View all 8 project logs

Enjoy this project?

Share

Discussions

Ken KD5ZXG wrote 10/10/2021 at 02:06 point

Lets talk about that FET carry chain. You last mentioned "74AUC2G53". I've been using SN74CBT3253 which are 4way transmission gates, and slower to switch, but less ohms. Similar capacitance.

Every slice of my carry has to slog past the combined capacitance of four TGs and a XOR at roughly 3.5pF each. Wondering: Should I have used a 2way TG to switch between propagate and replace? To skip past 7pF of unneeded generate and annihilate TGs when the propagate path is active. 

Maybe 74AUP for XOR? Slower than AUC, but have 1pF inputs. I question how far can the unbuffered carry chain be stretched before it demands some help? Momentarally forgetting your objectives are 6502, I had something wider in mind.

  Are you sure? yes | no

Ken KD5ZXG wrote 09/19/2021 at 00:01 point

You could precompute (perhaps with a real 6502) byte+byte+c sums or any other ALU functions and flags. Store in <10nS SRAM as cheat-sheets. If an upper byte is needed, speculatively lookup both cases. When C8 becomes known, discard the irrelevant case.

A 16bit incrementer would not need carrys in, out, or between bytes, even if two SRAMs might be required to cover 16bits out. Maybe the spare 17th address bit decrements? With address counting taken care of, you also won't need to speculate an upper byte if all other math and logic inputs are truly 8+8+1 limited.

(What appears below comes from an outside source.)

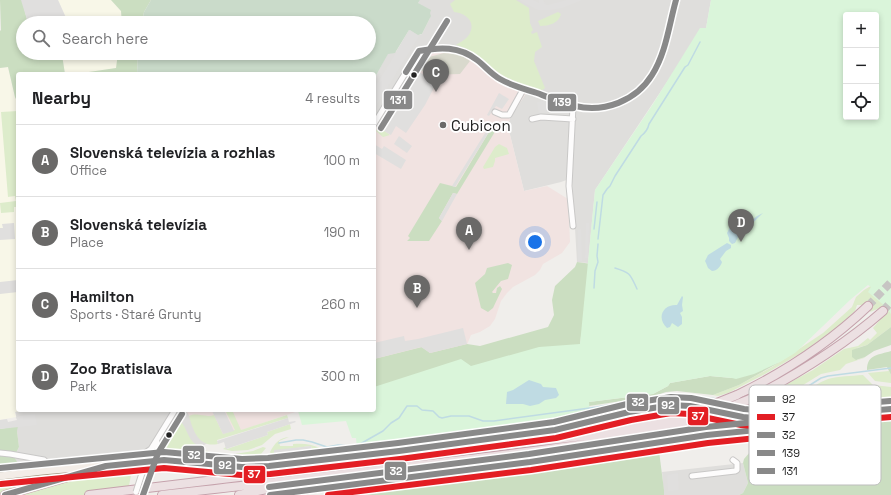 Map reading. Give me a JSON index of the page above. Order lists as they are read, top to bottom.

Surely some cache chips of 9 or more bits wide must exist? Check some old 486 boards. Example below is only 8 bits wide and 10nS, but I havn't searched extensively. Important thing would be 17 or more address input bits. Can always parallel data outputs for greater width and simultaneous flags. Is 6.5nS still the limit when there is no time required to test flags?

Sadly the fastest parallel NVSRAM are only 25nS, and MRAM 35nS. Which might get you 40MHz without having to regenerate or reload tables every boot. Any faster, and lookup tables will have to start from a blank slate.

https://www.cypress.com/CY14NVSRAMKIT-001

Historical precedent would be the IBM 1620 CADET. Stored addition and multiplication tables in core. Infamously shamed as "Can't Add Doesn't Even Try". Has the time come for a 6502 CADET? Slap a Peltier on some 10nS and pray for eight...

----edit----

https://www.mouser.com/datasheet/2/771/8160xxD-976372.pdf

Cheap, non-BGA. 1M x 18bits 5.5nS in Flowthrough mode. Burst doesn't appear mandatory. Enough cache to store sixteen ALU functions with flags and protect mask.

A+B, A+B+1, A-B, (A-B)-1

Same maths again in BCD.

AND, OR, EOR, BIT (BIT throws different flags than AND...)

ASL+0, ROL+1, 0+LSR, 128+ROR

What to do for CMP behaving differently than subtraction?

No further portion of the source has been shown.